No need to stop. What you've discussed and illustrated in the projects you've worked on is very far from the work I've done and do. All that carving and historical architectural stuff is actually a breathe of fresh air to me because it's so different to my woodworking background, but relatable, and therefore fascinating to study, if only in a detached and passive way. Slainte.
 
It's interesting you mention that about wooden planes. In another forum I said to you that I might dig out my old beech try plane, tickle it up and use it for the first time in perhaps twenty years. I can't remember what the subject was in the other forum. Anyway, I did dig out that old try plane. It was manky looking, covered in dust and the iron was a bit rusticated though lack of attention, love and care on my part. Anyway, about 30 minutes of light sanding of the wood, application of some linseed oil made it pretty again (sort of), and fifteen to twenty minutes cleaning up the iron, sharpening it, and tiddling with the cap iron got that fitting nice and tight. Got all set up and went at a lump of rough oak, and it wouldn't work worth a spit.

So a bit of examining the plane's sole using those highly unsophisticated rules I mentioned earlier indicated the sole was concave. To correct it I used my no 7 Stanley and a few strokes took the high spot off at either end. This was followed by a few strokes with a sanding block and a bit 180 grit and a dollop of wax well rubbed in, and the old beech job worked a treat. I think I ought to give that old beech thing a bit more love and attention in the future now that I've resurrected it, ha, ha. Slainte.
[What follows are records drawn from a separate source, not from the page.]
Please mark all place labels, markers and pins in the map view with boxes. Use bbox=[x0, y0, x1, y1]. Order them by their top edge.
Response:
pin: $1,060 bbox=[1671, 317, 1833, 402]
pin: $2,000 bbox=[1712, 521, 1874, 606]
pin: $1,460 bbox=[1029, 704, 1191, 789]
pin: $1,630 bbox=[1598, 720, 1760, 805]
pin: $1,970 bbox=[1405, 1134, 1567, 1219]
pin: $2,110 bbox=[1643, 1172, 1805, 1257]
The real "air out of the balloon" moment is if you use the wooden plane and a metal plane of the same type over a time period and measure the volume of work done. It's stark, and the feel is different. Increase the bulk of work done on each stroke and the metal plane starts to feel like it has brakes on the bottom.

I guess the inability to get them to fit well makes them unpopular there these days - too bad, as they're dirt cheap there and you guys still had good ones late 1800s. We didn't.
 
The real "air out of the balloon" moment is if you use the wooden plane and a metal plane of the same type over a time period and measure the volume of work done. ......
Up to a point (perhaps) and only if you have somebody else doing the sharpening and adjusting.
What makes the steel plane so much more productive is the ease with which the blade can be flipped out, sharpened and put back, in much the same setting as it was to start with. The thin blade speeds up the sharpening (unless you are into modern sharpening of course where everything becomes problematic) and the ease and precision of adjustment is also a major feature.
 
It takes about the same amount of time to get a try plane set again. A very fine smoother might be a different story, but I don't think a fine smoother has ever been made that betters a stanley 4.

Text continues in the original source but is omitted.